Le gouvernement, de son côté, s’est pourtant félicité de la première année de sa plateforme. Selon la ministre de l’Enseignement supérieur, Frédérique Vidal, moins d’un millier d’élèves restaient sur le carreau fin septembre et, pour le reste, chaque élève aurait reçu trois propositions en moyenne. « Pardon, mais faut les voir, les propositions, blâme Anthony. L’année dernière, j’avoue que je ne faisais clairement pas partie des meilleurs élèves. Mais des potes à moi ont décroché de super notes toute l’année.

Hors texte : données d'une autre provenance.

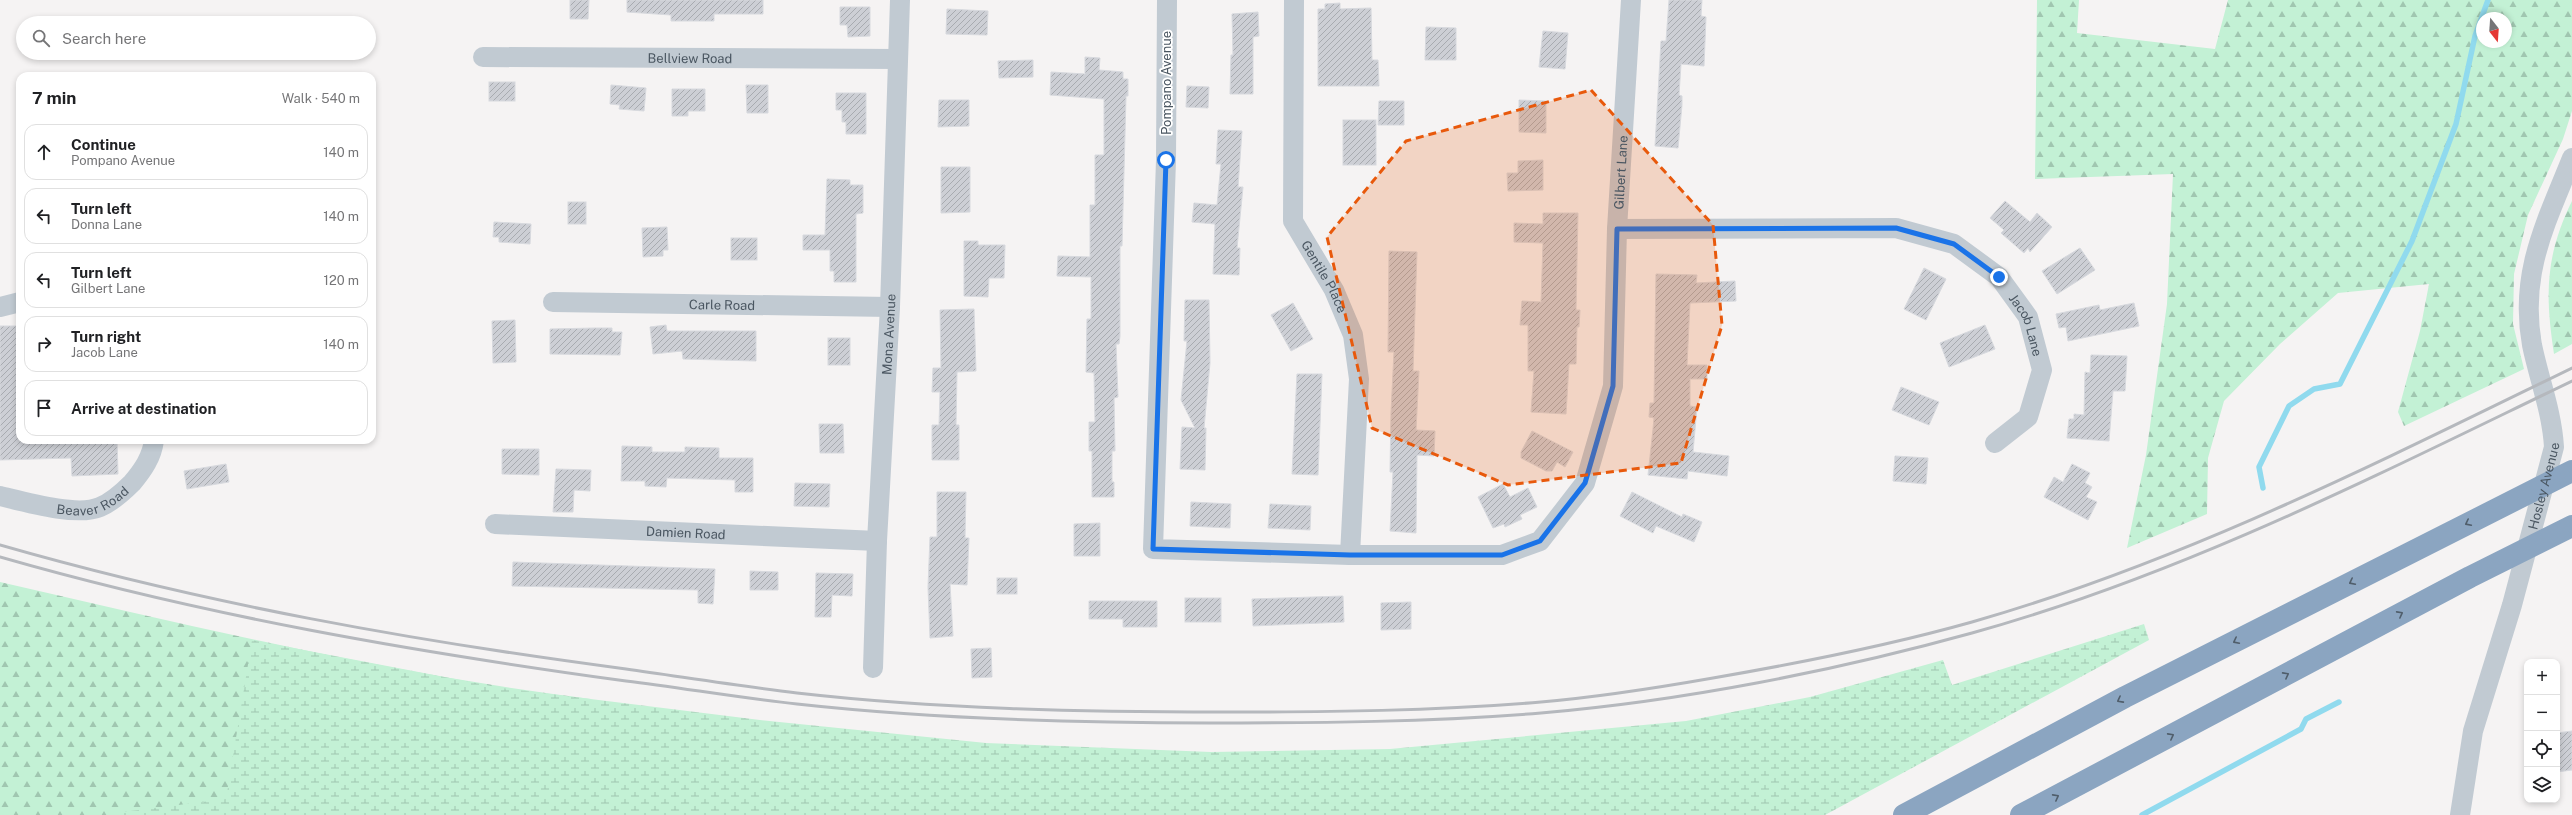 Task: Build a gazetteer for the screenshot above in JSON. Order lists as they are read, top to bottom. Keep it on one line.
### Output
{"streets":{"street":["Bellview Road","Pompano Avenue","Gilbert Lane","Gentile Place","Carle Road","Jacob Lane","Mona Avenue","Hosley Avenue","Beaver Road","Damien Road"]},"crossings":[["Bellview Road","Mona Avenue"],["Pompano Avenue","Gilbert Lane"],["Pompano Avenue","Gentile Place"],["Gilbert Lane","Gentile Place"],["Gilbert Lane","Jacob Lane"],["Carle Road","Mona Avenue"],["Mona Avenue","Damien Road"]],"north":"bottom","page":{"search":"Search here","heading":["7 min","Walk · 540 m"],"list":[["Continue","Pompano Avenue","140 m"],["Turn left","Donna Lane","140 m"],["Turn left","Gilbert Lane","120 m"],["Turn right","Jacob Lane","140 m"],"Arrive at destination"],"map_buttons":["+","−"]}} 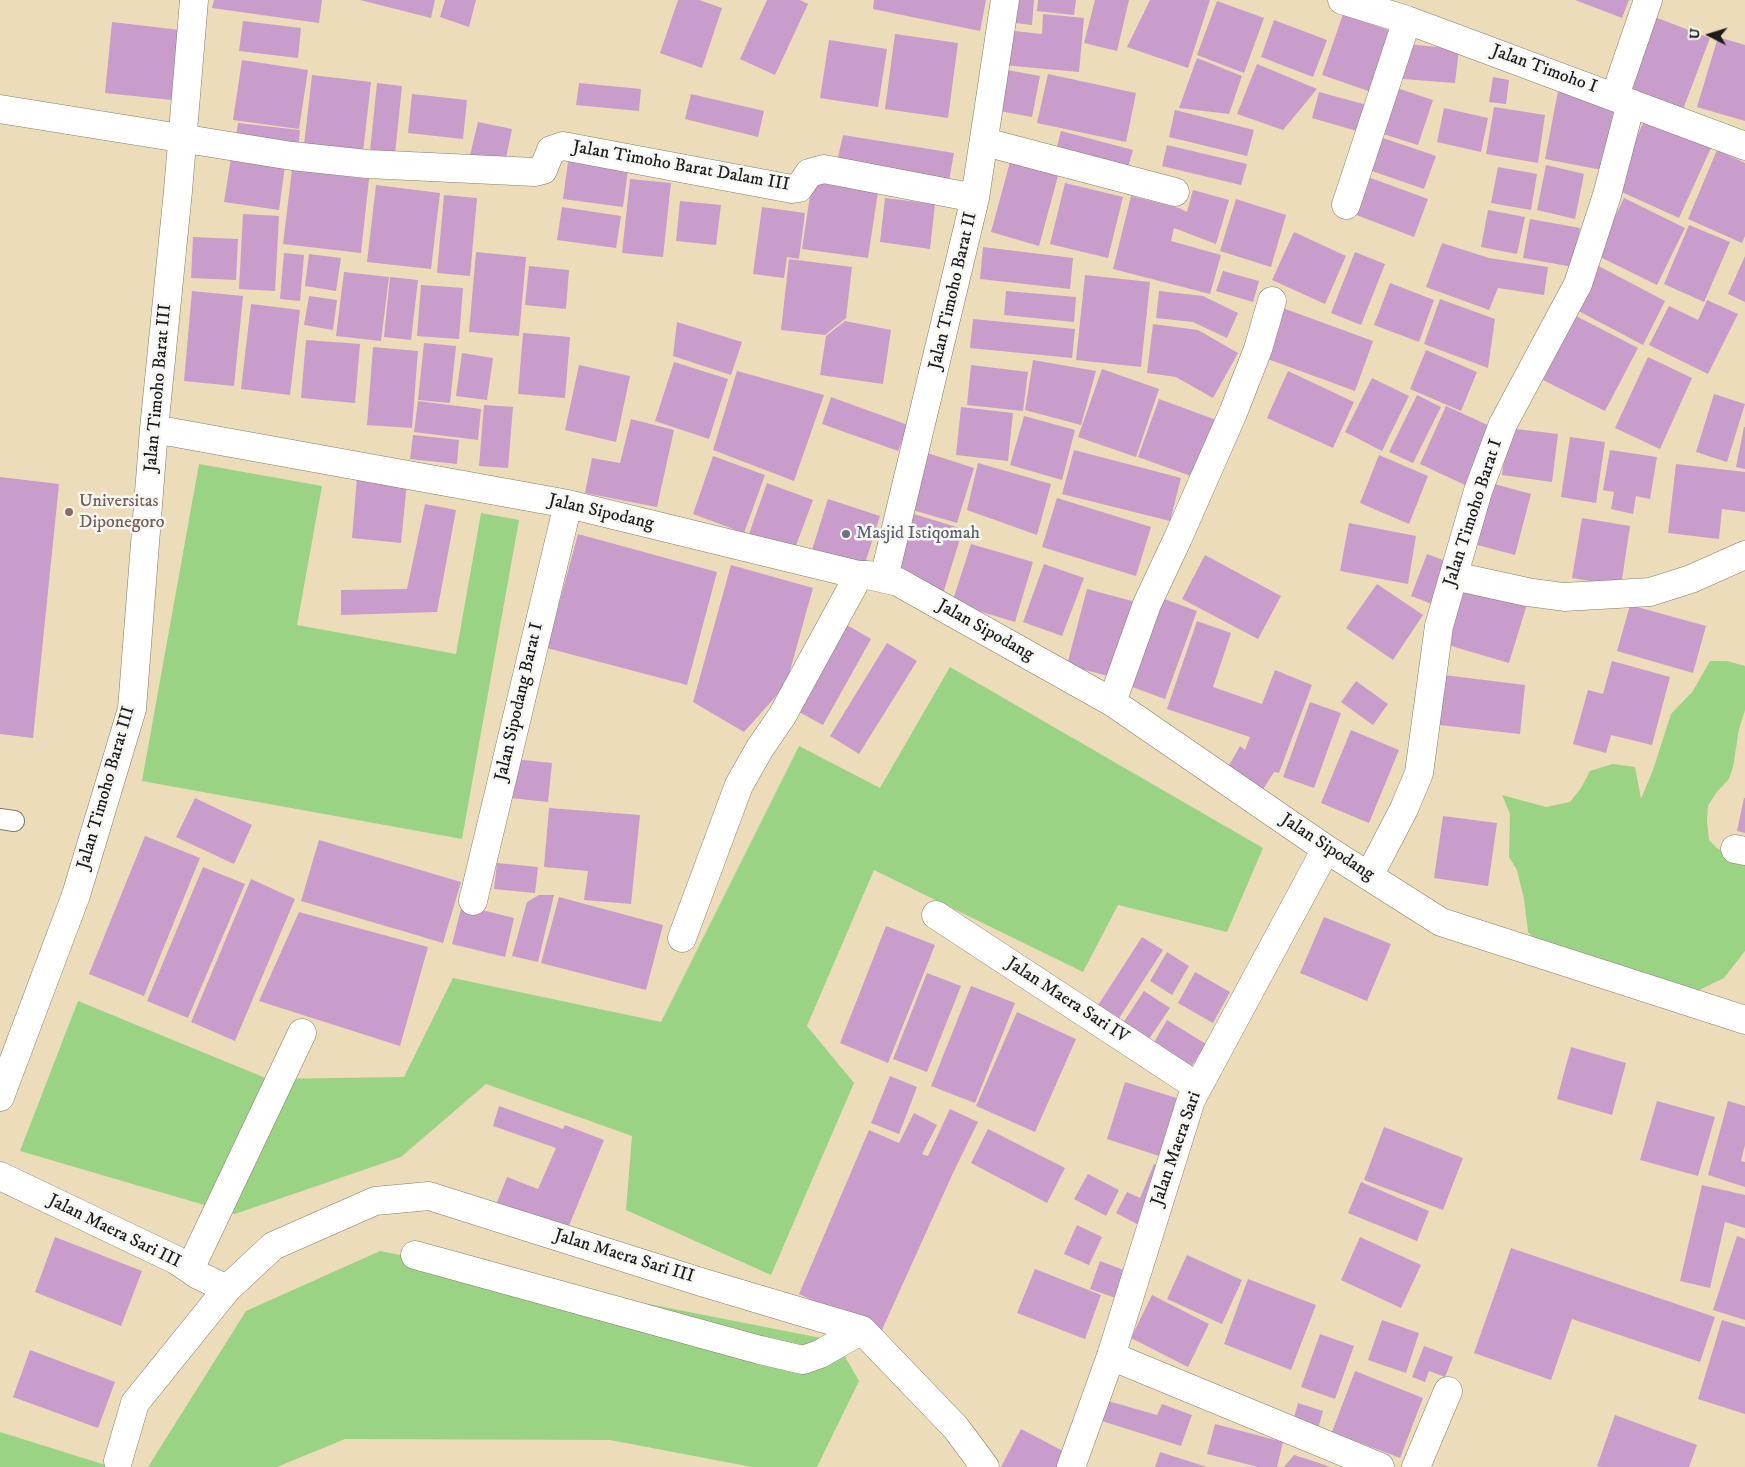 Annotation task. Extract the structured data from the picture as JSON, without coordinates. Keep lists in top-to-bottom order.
{
  "streets": {
    "street": [
      "Jalan Timoho I",
      "Jalan Timoho Barat Dalam III",
      "Jalan Timoho Barat II",
      "Jalan Timoho Barat III",
      "Jalan Sipodang",
      "Jalan Timoho Barat I",
      "Jalan Sipodang Barat I",
      "Jalan Maera Sari IV",
      "Jalan Maera Sari",
      "Jalan Maera Sari III"
    ]
  },
  "crossings": [
    ["Jalan Timoho I", "Jalan Timoho Barat I"],
    ["Jalan Timoho Barat Dalam III", "Jalan Timoho Barat II"],
    ["Jalan Timoho Barat Dalam III", "Jalan Timoho Barat III"],
    ["Jalan Timoho Barat II", "Jalan Sipodang"],
    ["Jalan Timoho Barat III", "Jalan Sipodang"],
    ["Jalan Sipodang", "Jalan Timoho Barat I"],
    ["Jalan Sipodang", "Jalan Sipodang Barat I"],
    ["Jalan Sipodang", "Jalan Maera Sari"],
    ["Jalan Maera Sari IV", "Jalan Maera Sari"]
  ],
  "places": ["Universitas Diponegoro", "Masjid Istiqomah"],
  "north": "left"
}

Ils n’ont souvent obtenu qu’un sous-voeu, trop loin de ce qu’ils voulaient, en terme d’enseignement ou de géographie. »

Invité à expliquer le concept de sous-voeu, Anthony laisse échapper un rire crispé : « Alors je vais essayer d’être clair ! On a le droit à 10 voeux principaux, et 10 sous-voeux. Il n’y a plus vraiment de hiérarchie comme dans APB (Admission post-bac, ancienne plateforme d’inscription dans l’enseignement supérieur, ndlr). Il faut surtout varier les cursus, mettre de la fac, du DUT, du BTS. Ouais je m’y connais bien, maintenant (rires). C’est limite moi qui forme mes camarades. »

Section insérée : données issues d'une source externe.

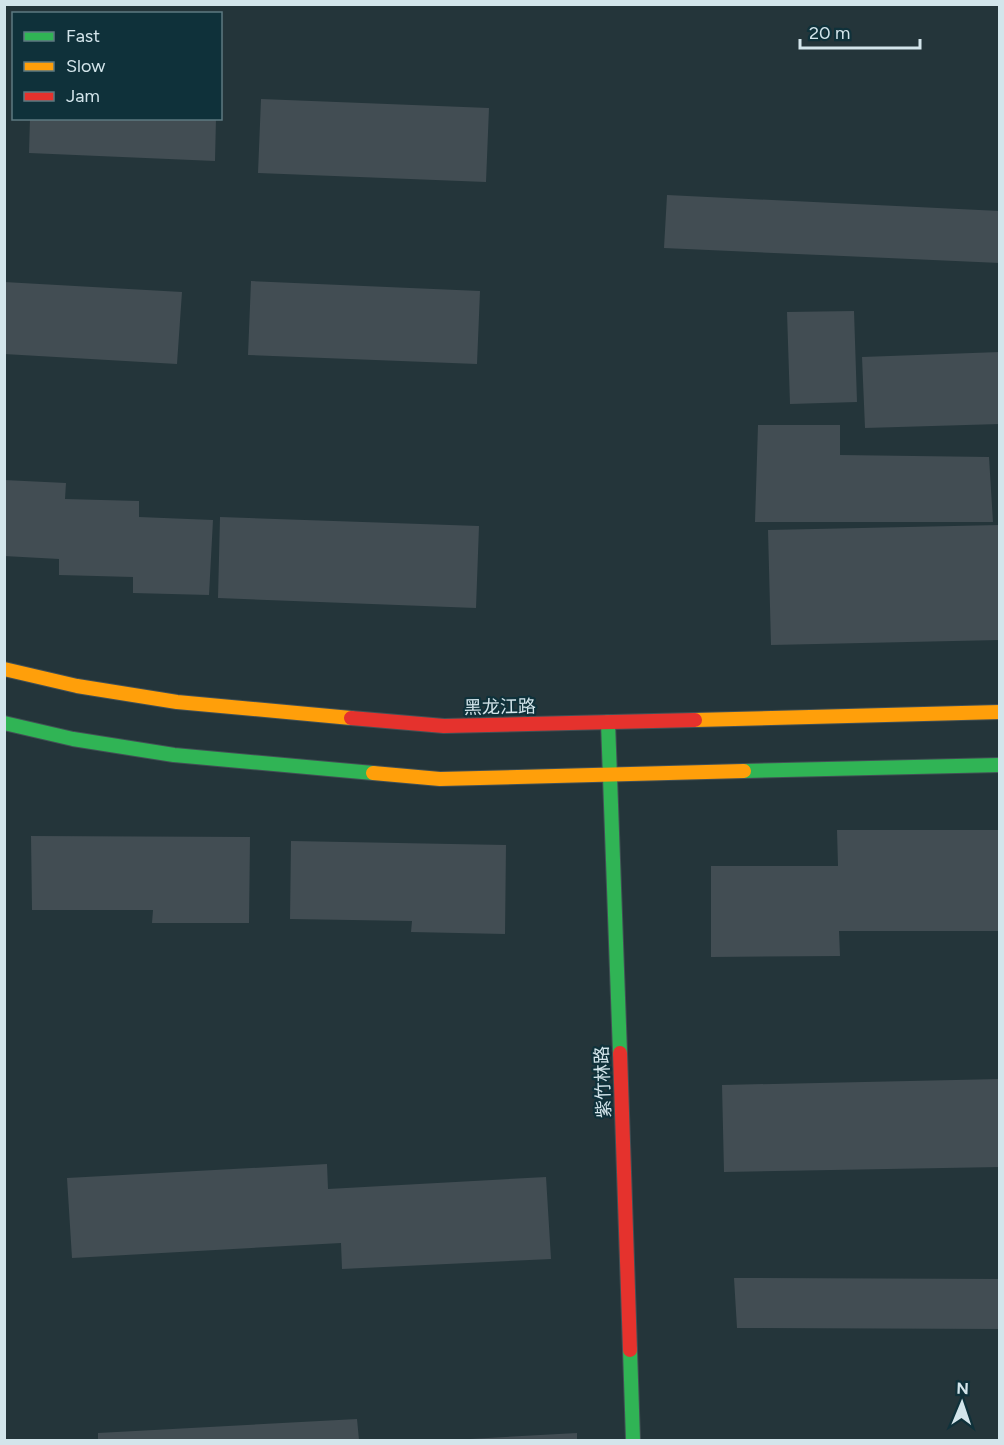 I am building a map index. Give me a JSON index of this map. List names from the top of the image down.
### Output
{
  "streets": {
    "main road": ["黑龙江路", "紫竹林路"]
  },
  "crossings": [
    ["黑龙江路", "紫竹林路"]
  ],
  "legend": ["Fast", "Slow", "Jam"],
  "scale_bar": "20 m",
  "north": "top"
}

Même après un an, j’angoisse toujours

La principale critique d’Anthony concernant la plateforme Parcousup réside dans l’importance donnée aux avis des professeurs, au coeur du profil des demandeurs d’affectation. Les appréciations compilées forment la fiche Avenir. « J’ai fait un parcours scientifique et j’ai envie de me réorienter en gestion des entreprises, explique le jeune homme. Forcément, si les profs de matières scientifiques écrivent que je ne suis pas très participatif ou motivé, c’est parce que ce n’est pas que je veux faire. Par contre les recruteurs vont retenir que je ne suis pas motivé. Un mauvais avis sur un bavardage en milieu de trimestre, et la place peut sauter. »

Cette année, la formule a néanmoins évolué : Anthony peut annexer un paragraphe de motivation à sa fiche Avenir pour les différents établissements auquel il postule. Anthony compile sur un document à part les formations qui l’intéressent – un brouillon de ses perspectives d’avenir. « Même après un an, j’angoisse toujours, souffle-t-il, en tapotant son bureau de la pulpe des doigts. Choisir son avenir, c’est déjà très stressant. Mais si en plus on a un sentiment d’aléatoire, ce n’est plus du stress. C’est un état de préoccupation permanente. Préparer son bac sans perspective d’avenir… c’est ça, en vrai, Parcoursup. Hâte que ça se termine ! »

Anthony n’a plus que quelques heures pour muer ses voeux brouillons en demandes d’affectations officielles : la plateforme Parcoursup ferme ce jeudi 14 mars au soir.